For their sexual life it is up to each person what they consume, which inclinations and feelings they live out and what is good and right for them. But if a person’s feelings are hurt, disturbed, full of fear, anger, and hatred, this can lead to disturbed and very constricted behaviour patterns. Then not only is the emotional world severely damaged but also the resulting moral judgment is mutilated. In short, a perverted emotional base enforces perverted moral judgments. Sexuality education seeks to provide children and adolescents with information, skills, and „positive“ values, and to empower them to understand, enjoy, and enter safe and fulfilling sexual relationships, as well as to responsibly manage their own and their partner’s sexual health. At first sight, it sounds plausible that children and adolescents need information about sexuality. However, the real source of moral judgment is emotionality, not our rationale.

By refusing to define moral standards, WHO experts open the door to perverted feelings, corrupted thoughts, crazy ideas and fantasies, and dubious motives. Every kind of dirty and perverted sexuality is allowed, as long as it serves the satisfaction of personal pleasure. The only thing that matters is whether it feels good and I have reached a consensus with the object of my desire. In the educational materials „Quite Intimate“ there is an example where a 12-year-old girl at a party, totally drunk, is approached by a „cute“ boy to „make out“ with him and have sex. Many educators find nothing objectionable about this! For sex experts, it is okay for a woman living in a committed relationship to date another man or woman, as long as, there is a consensus among the parties involved. To justify such a date, he or she has of course „good“ reasons and he or she will competently present the „right“ arguments, better said justifications. And for possible health consequences of their risky sexual behaviour, the public and the state are then held responsible.

Social and sexual scientists are currently arguing for the establishment of a morality of negotiation as the valid sexual morality of the present. The core of this morality entails that the content is negotiated by mutual consent of mature, equal participants with equal rights and equal power. An important prerequisite is that the participants develop a common understanding of the term „consensuality“ and become aware of the consequences of their actions – especially in their partnership and sexual behaviour. The core of the morality of negotiation, and thus its ambivalence, is the assumption that the participants are „mature“ and negotiate on an equal footing.

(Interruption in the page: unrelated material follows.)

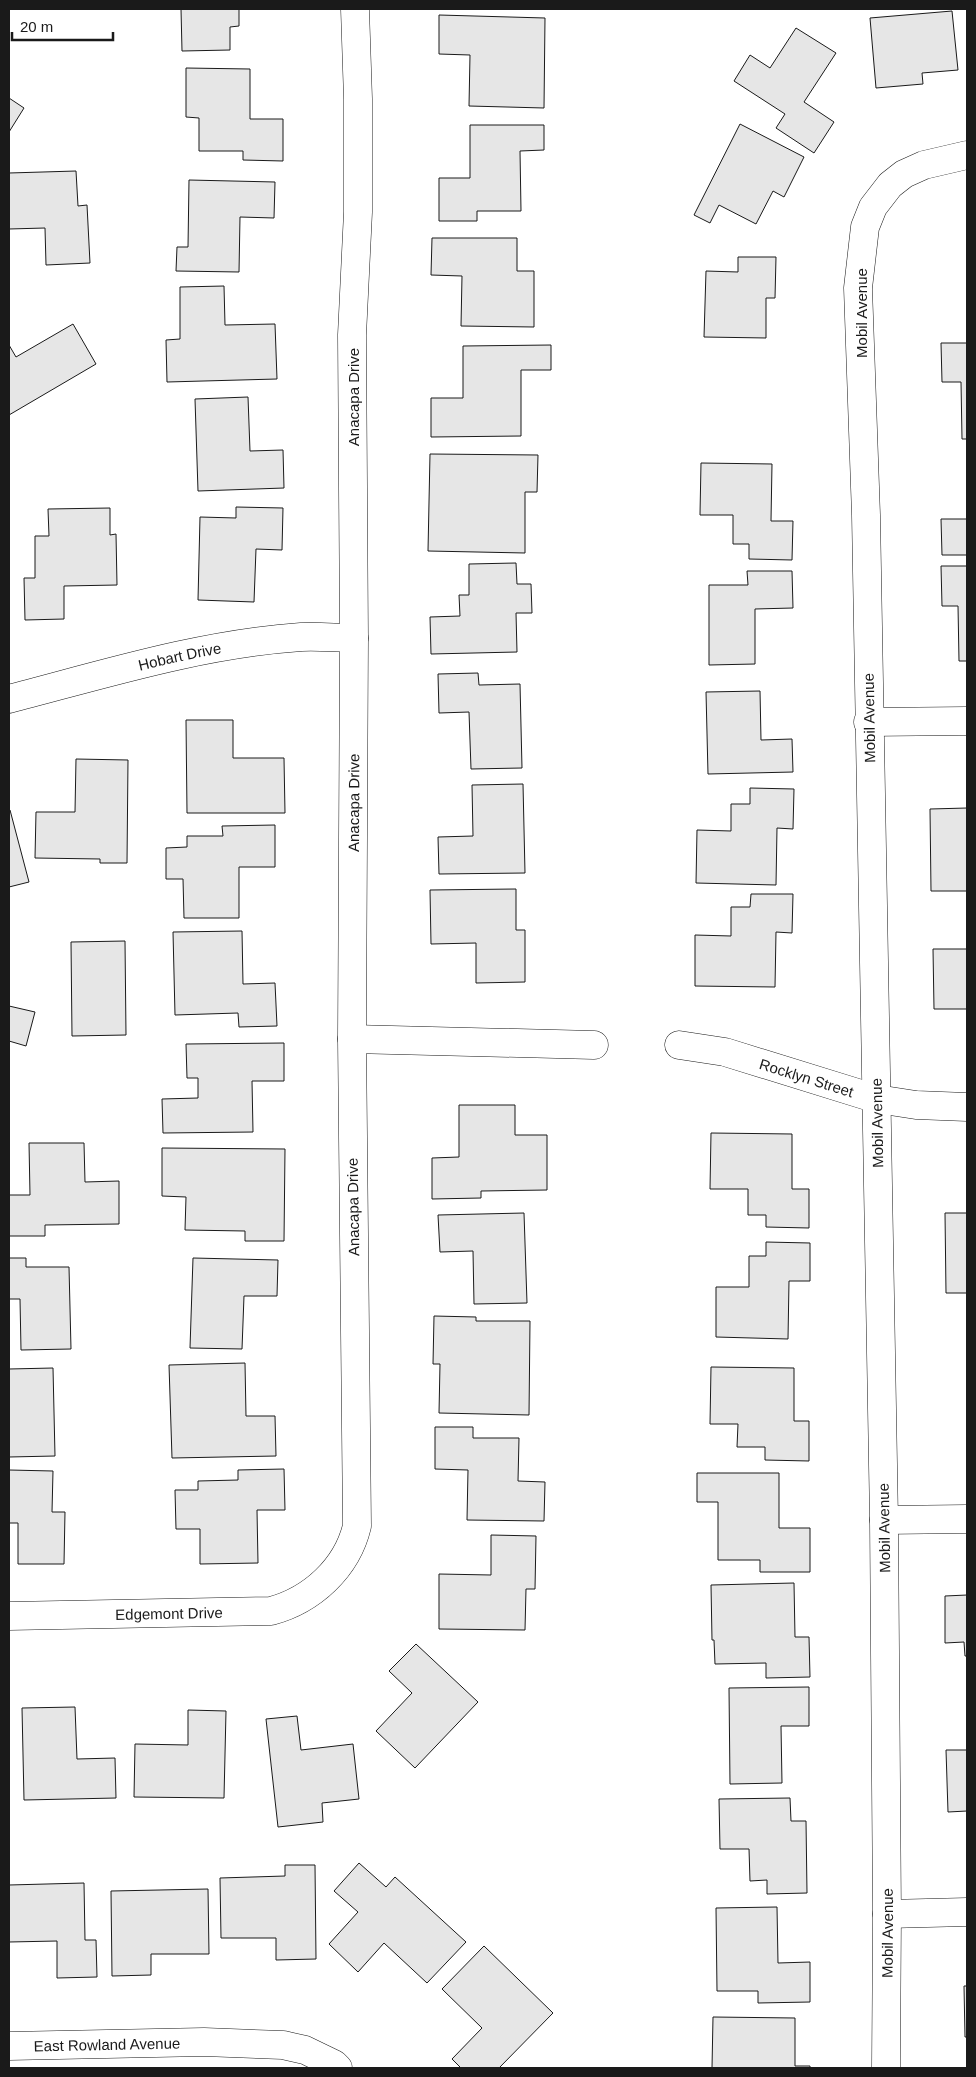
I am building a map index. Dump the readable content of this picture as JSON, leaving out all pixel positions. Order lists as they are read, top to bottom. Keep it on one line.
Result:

However, reaching the age of majority does not mean that the person is also mature, sincere and has integrity! Yes, the morality of negotiation ignores these crucial virtues such as sincerity, honesty and integrity and also does not address the question of HOW the consent comes about. Especially in the area of sexuality, people often lie, deceive and manipulate.

The fatal mistake of the WHO experts is that they have separated sexuality from love and relationship in order to justify, in the name of self-determination, dishonest love relationships and perverted sexual behaviours.